A reader in Oxford asked the column: Does beheading hurt? And if so, for how long is the severed head aware of its plight?

I refer you to this page if you want to read it:

A Guillotine Experiment

Forgive me, but some things are just too much for the mind to conceive of sometimes.


M. said...

Blinks, eh? Right up there with "milkwee." :D

Glad you had fun! I need to get out more.


Michelle said...

Blink..all about the wisdom of the unconscious. They have something in it about people's ability to predict who is going to get divorced. I think their study must somehow be skewed because I see people who seem like they're going to be seperated or divorced all the time but they just make-up. How do people differentiate between good angry face and loud pout and bad angry face?

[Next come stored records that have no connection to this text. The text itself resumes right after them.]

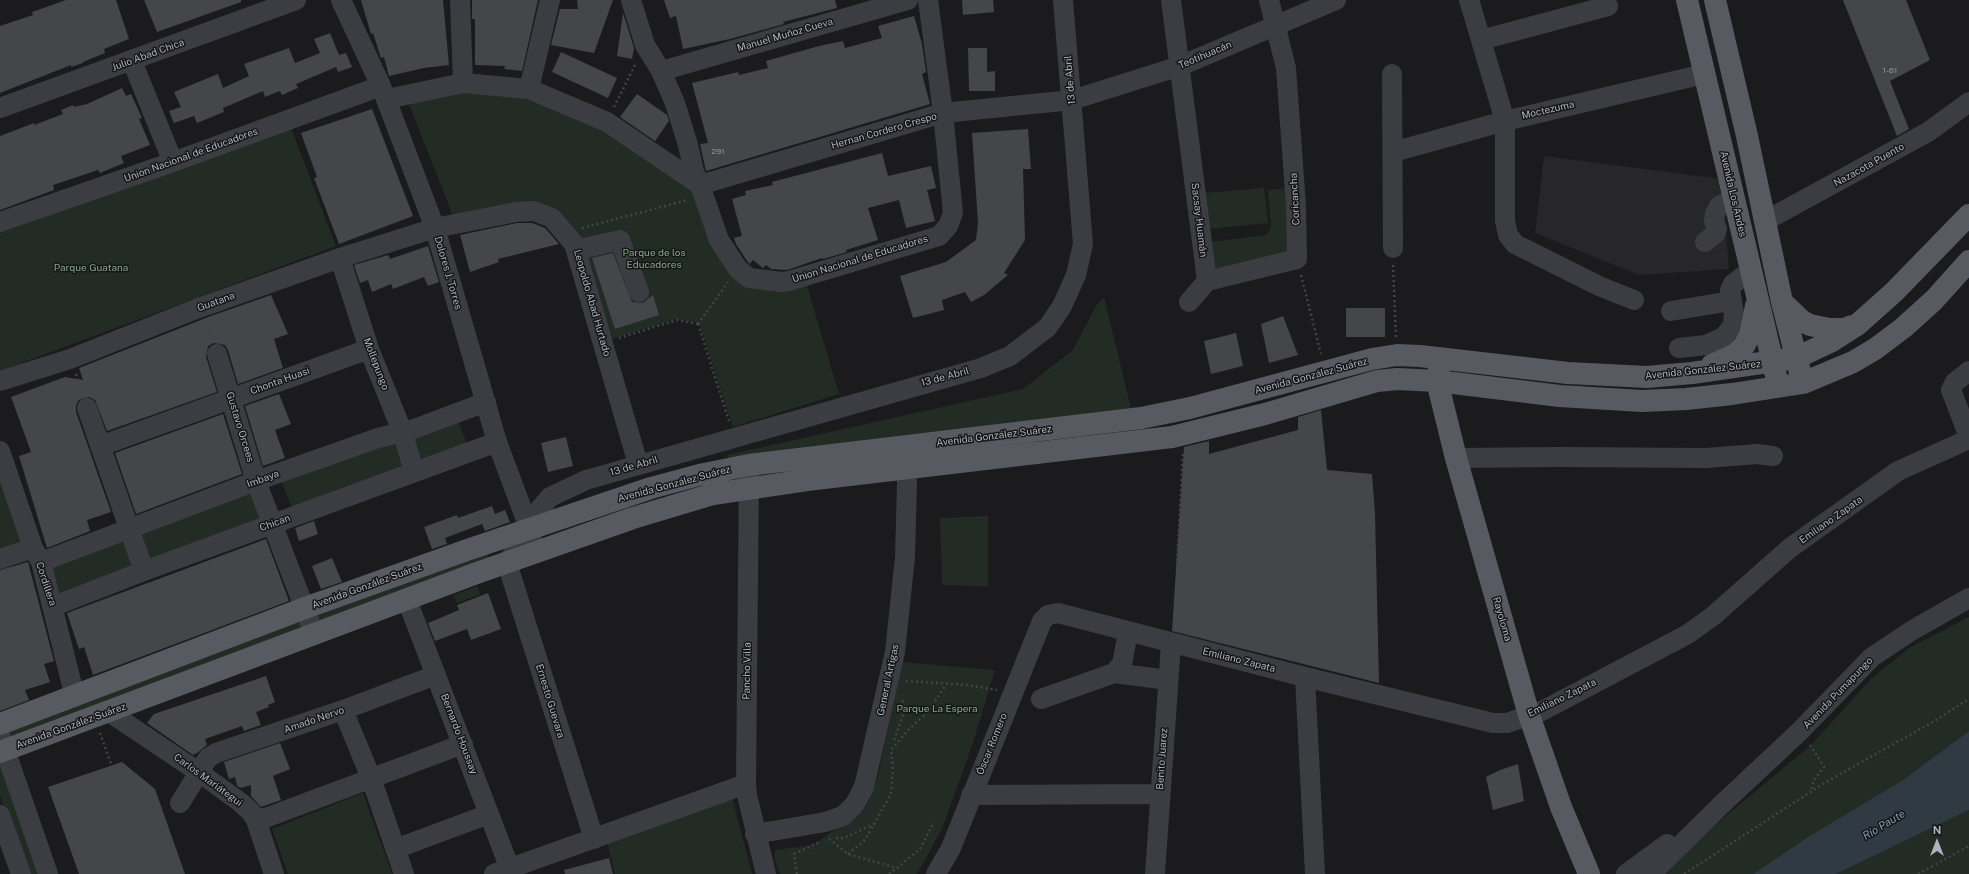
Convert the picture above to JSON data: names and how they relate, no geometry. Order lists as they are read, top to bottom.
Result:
{
  "streets": {
    "main road": ["Avenida Los Andes", "Avenida González Suárez", "Rayoloma"],
    "street": [
      "Manuel Muñoz Cueva",
      "Julio Abad Chica",
      "Teotihuacán",
      "13 de Abril",
      "Moctezuma",
      "Hernan Cordero Crespo",
      "Union Nacional de Educadores",
      "Nazacota Puento",
      "Coricancha",
      "Sacsay Huamán",
      "Dolores J. Torres",
      "Guatana",
      "Leopoldo Abad Hurtado",
      "Mollepungo",
      "Chonta Huasi",
      "Gustavo Orcees",
      "Imbaya",
      "Emiliano Zapata",
      "Chican",
      "Cordillera",
      "Pancho Villa",
      "General Artigas",
      "Avenida Pumapungo",
      "Ernesto Guevara",
      "Amado Nervo",
      "Bernardo Houssay",
      "Óscar Romero",
      "Benito Juarez",
      "Carlos Mariátegui"
    ]
  },
  "crossings": [
    ["Teotihuacán", "13 de Abril"],
    ["Teotihuacán", "Hernan Cordero Crespo"],
    ["Teotihuacán", "Coricancha"],
    ["Teotihuacán", "Sacsay Huamán"],
    ["13 de Abril", "Hernan Cordero Crespo"],
    ["13 de Abril", "Dolores J. Torres"],
    ["13 de Abril", "Leopoldo Abad Hurtado"],
    ["13 de Abril", "Avenida González Suárez"],
    ["13 de Abril", "Ernesto Guevara"],
    ["Moctezuma", "Avenida Los Andes"],
    ["Hernan Cordero Crespo", "Union Nacional de Educadores"],
    ["Union Nacional de Educadores", "Dolores J. Torres"],
    ["Avenida Los Andes", "Avenida González Suárez"],
    ["Dolores J. Torres", "Guatana"],
    ["Dolores J. Torres", "Leopoldo Abad Hurtado"],
    ["Dolores J. Torres", "Avenida González Suárez"],
    ["Dolores J. Torres", "Imbaya"],
    ["Dolores J. Torres", "Chican"],
    ["Guatana", "Leopoldo Abad Hurtado"],
    ["Guatana", "Mollepungo"],
    ["Mollepungo", "Chonta Huasi"],
    ["Mollepungo", "Imbaya"],
    ["Mollepungo", "Chican"],
    ["Avenida González Suárez", "Gustavo Orcees"],
    ["Avenida González Suárez", "Cordillera"],
    ["Avenida González Suárez", "Rayoloma"],
    ["Avenida González Suárez", "Pancho Villa"],
    ["Avenida González Suárez", "General Artigas"],
    ["Avenida González Suárez", "Ernesto Guevara"],
    ["Avenida González Suárez", "Bernardo Houssay"],
    ["Avenida González Suárez", "Carlos Mariátegui"],
    ["Chonta Huasi", "Gustavo Orcees"],
    ["Gustavo Orcees", "Imbaya"],
    ["Gustavo Orcees", "Chican"],
    ["Imbaya", "Cordillera"],
    ["Emiliano Zapata", "Rayoloma"],
    ["Emiliano Zapata", "Óscar Romero"],
    ["Emiliano Zapata", "Benito Juarez"],
    ["Chican", "Cordillera"],
    ["Pancho Villa", "General Artigas"],
    ["Pancho Villa", "Bernardo Houssay"],
    ["Ernesto Guevara", "Bernardo Houssay"],
    ["Amado Nervo", "Bernardo Houssay"],
    ["Amado Nervo", "Carlos Mariátegui"]
  ],
  "water": ["Río Paute"],
  "parks": ["Parque de los Educadores", "Parque Guatana", "Parque La Espera"],
  "house_numbers": ["1-61", "291"],
  "north": "top"
}
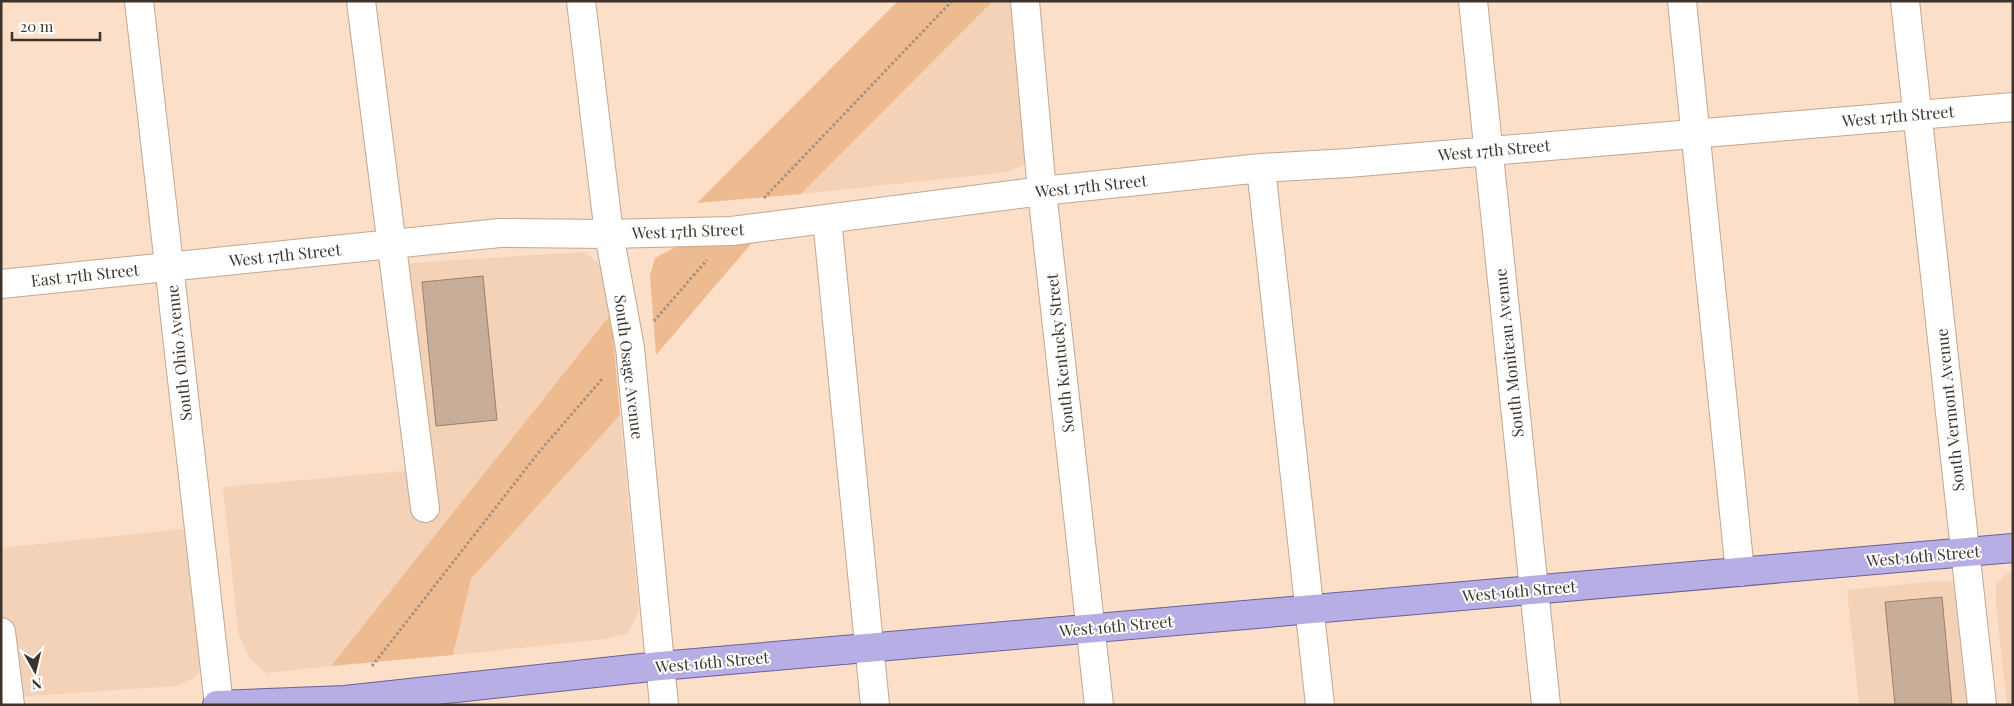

Do we just know?

Leilouta said...

Oh my God!That sounds like the kind of questions I would ask.
I never thought of that one though.
I watched an autopsy show once and it affected me for a while. I had those memories for months.

Olivia said...

M - they were talking about the funny things I say on their blogs (I'm much less serious on 20Six), and they put Milkwee at the top of the list :)

Michelle - I can only talk about it once I've read it; at the moment I am still on the 101 questions. Sometimes people are sensitive to situations but few of them are good at solidifying that feeling into words. I often sense things, stay silent for fear of being wrong, and then find I would have been amazingly right had I said something.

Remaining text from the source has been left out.